Time Series anomaly detection

Time series anomaly detection

"An anomaly is an observation which deviates so much from other observations as to arouse suspicions that it was generated by a different mechanism." (Hawking 1980) "Anomalies [...] may or not be harmful." (Esling 2012)

Types of anomalies

The anomalies in an industrial system are often influenced by external factors such as speed or product being manufactured. There external factors represent the context and should be added to the feature vector.

Furthermore, there might be a difference between what you detect and what are the people actually interested in on site.

On industrial systems, you would find different types of anomalies signatures. A bearing degrading or gear wear would result in a progressive shift from the normal state. Other pattern might be detected with such anomalies : the mean is going up or the amplitude of the phenomenon is increasing or a cyclic pattern appear more often.

When a component breaks or when something gets stuck the anomaly signature would result in a persitent change. This type of signature would also appear after a poorly performed maintenance. IN this case, a stepwise pattern appears in the time series data.

Other anomalies can appear in the data. For example, a measuring error or a short current spike caused by an induction peak can appear and is considered an anomaly because it is clearly out of trend. However, it is often the case that those anomalies are don't represent errors and are a normal part of the process.

In order to alert on the anomalies that represent an error or a degradation of the system and filter out the spike anomalies, some feature engineering has to be done.

Feature extraction

This represent the most important part of the analysis. Either you use knowledge of the experts, intuition of literatures (especially for bearing and rotating machines).
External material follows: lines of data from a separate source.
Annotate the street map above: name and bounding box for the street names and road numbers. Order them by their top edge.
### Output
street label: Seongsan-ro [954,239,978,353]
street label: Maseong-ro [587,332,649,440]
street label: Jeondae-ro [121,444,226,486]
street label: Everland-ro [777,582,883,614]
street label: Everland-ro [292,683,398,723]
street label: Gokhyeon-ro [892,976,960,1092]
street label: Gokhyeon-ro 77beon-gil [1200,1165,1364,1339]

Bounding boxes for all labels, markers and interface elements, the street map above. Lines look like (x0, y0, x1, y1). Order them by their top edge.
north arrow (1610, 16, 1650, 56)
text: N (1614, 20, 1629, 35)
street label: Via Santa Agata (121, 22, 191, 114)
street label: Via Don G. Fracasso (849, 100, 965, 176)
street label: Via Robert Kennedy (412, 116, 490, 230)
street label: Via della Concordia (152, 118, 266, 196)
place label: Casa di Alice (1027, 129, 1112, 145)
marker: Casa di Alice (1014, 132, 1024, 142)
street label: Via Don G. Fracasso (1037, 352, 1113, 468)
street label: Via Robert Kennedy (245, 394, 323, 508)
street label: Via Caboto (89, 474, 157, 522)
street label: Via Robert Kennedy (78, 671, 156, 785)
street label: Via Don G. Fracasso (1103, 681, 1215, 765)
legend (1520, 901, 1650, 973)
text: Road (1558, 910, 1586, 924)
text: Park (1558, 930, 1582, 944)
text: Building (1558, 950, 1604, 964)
Or you perform an automated feature extraction using packages such as :

HTCSA (highly comparative time-series analysis) is a library implementing more than 7000 features (use pyopy for Python on Linux and OSX). It allows to normalize and clster the data, produce low dimensional representation of the data, identify and discriminate features between different classes of time series, learn multivariate classification models, vizualise the data, etc.
Catch22 reduces the 7000 features coded in HTCSA to the 22 that produced the best results across 93 real world time-series datasets.
tsfresh is a package that automatically calculates a large number of time series characteristics and contains methods to evaluate the explaining power and importance of such characteristics for regression or classification tasks

A combinaison of both automatically extracted knowledge and human knowledge can be combined. For instance, you can filter the spikes with a rolling median and then use catch22 on the resulting data. Or you can in parallel use your knowledge about bearing degradation and some automatically extracted feature.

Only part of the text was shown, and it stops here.